● **TASK TO CARRY OUT**
Each entry that follows must be output without any deviation.
_ _ _
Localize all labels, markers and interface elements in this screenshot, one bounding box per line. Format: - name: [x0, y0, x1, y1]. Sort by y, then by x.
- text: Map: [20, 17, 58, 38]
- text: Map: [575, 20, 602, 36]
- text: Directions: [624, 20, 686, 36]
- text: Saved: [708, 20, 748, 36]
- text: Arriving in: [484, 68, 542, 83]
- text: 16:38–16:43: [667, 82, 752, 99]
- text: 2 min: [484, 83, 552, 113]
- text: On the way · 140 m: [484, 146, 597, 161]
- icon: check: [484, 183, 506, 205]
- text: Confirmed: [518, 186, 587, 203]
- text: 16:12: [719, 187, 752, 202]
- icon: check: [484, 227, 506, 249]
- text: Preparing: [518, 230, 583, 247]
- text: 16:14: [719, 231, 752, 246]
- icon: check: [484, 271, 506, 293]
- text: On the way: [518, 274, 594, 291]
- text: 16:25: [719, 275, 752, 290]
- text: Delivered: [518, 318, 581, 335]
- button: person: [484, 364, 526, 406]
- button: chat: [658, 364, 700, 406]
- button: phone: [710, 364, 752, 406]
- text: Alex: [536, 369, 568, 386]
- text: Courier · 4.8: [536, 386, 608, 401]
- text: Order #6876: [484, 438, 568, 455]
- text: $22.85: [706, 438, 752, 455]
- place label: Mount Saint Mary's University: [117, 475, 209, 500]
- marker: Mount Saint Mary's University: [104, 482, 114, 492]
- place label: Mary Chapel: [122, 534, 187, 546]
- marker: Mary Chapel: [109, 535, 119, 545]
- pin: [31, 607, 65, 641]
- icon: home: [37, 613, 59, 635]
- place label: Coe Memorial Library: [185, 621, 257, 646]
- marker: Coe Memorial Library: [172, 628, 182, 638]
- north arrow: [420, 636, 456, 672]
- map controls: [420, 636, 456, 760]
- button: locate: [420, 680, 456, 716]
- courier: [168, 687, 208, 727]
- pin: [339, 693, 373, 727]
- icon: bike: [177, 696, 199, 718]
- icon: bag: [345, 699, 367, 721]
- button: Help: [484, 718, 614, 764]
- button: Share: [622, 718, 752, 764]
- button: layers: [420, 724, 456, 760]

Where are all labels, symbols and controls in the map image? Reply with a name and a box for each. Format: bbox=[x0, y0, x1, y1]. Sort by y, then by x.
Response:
_ _ _
● **SOLUTION**
Localize all labels, markers and interface elements in this screenshot, one bounding box per line. Format: - name: [x0, y0, x1, y1]. Sort by y, then by x.
- text: Map: [20, 17, 58, 38]
- text: Map: [575, 20, 602, 36]
- text: Directions: [624, 20, 686, 36]
- text: Saved: [708, 20, 748, 36]
- text: Arriving in: [484, 68, 542, 83]
- text: 16:38–16:43: [667, 82, 752, 99]
- text: 2 min: [484, 83, 552, 113]
- text: On the way · 140 m: [484, 146, 597, 161]
- icon: check: [484, 183, 506, 205]
- text: Confirmed: [518, 186, 587, 203]
- text: 16:12: [719, 187, 752, 202]
- icon: check: [484, 227, 506, 249]
- text: Preparing: [518, 230, 583, 247]
- text: 16:14: [719, 231, 752, 246]
- icon: check: [484, 271, 506, 293]
- text: On the way: [518, 274, 594, 291]
- text: 16:25: [719, 275, 752, 290]
- text: Delivered: [518, 318, 581, 335]
- button: person: [484, 364, 526, 406]
- button: chat: [658, 364, 700, 406]
- button: phone: [710, 364, 752, 406]
- text: Alex: [536, 369, 568, 386]
- text: Courier · 4.8: [536, 386, 608, 401]
- text: Order #6876: [484, 438, 568, 455]
- text: $22.85: [706, 438, 752, 455]
- place label: Mount Saint Mary's University: [117, 475, 209, 500]
- marker: Mount Saint Mary's University: [104, 482, 114, 492]
- place label: Mary Chapel: [122, 534, 187, 546]
- marker: Mary Chapel: [109, 535, 119, 545]
- pin: [31, 607, 65, 641]
- icon: home: [37, 613, 59, 635]
- place label: Coe Memorial Library: [185, 621, 257, 646]
- marker: Coe Memorial Library: [172, 628, 182, 638]
- north arrow: [420, 636, 456, 672]
- map controls: [420, 636, 456, 760]
- button: locate: [420, 680, 456, 716]
- courier: [168, 687, 208, 727]
- pin: [339, 693, 373, 727]
- icon: bike: [177, 696, 199, 718]
- icon: bag: [345, 699, 367, 721]
- button: Help: [484, 718, 614, 764]
- button: Share: [622, 718, 752, 764]
- button: layers: [420, 724, 456, 760]

Where are all labels, symbols and controls in the map image? Reply with a name and a box for each. Format: bbox=[x0, y0, x1, y1]. Sort by y, then by x.
Response:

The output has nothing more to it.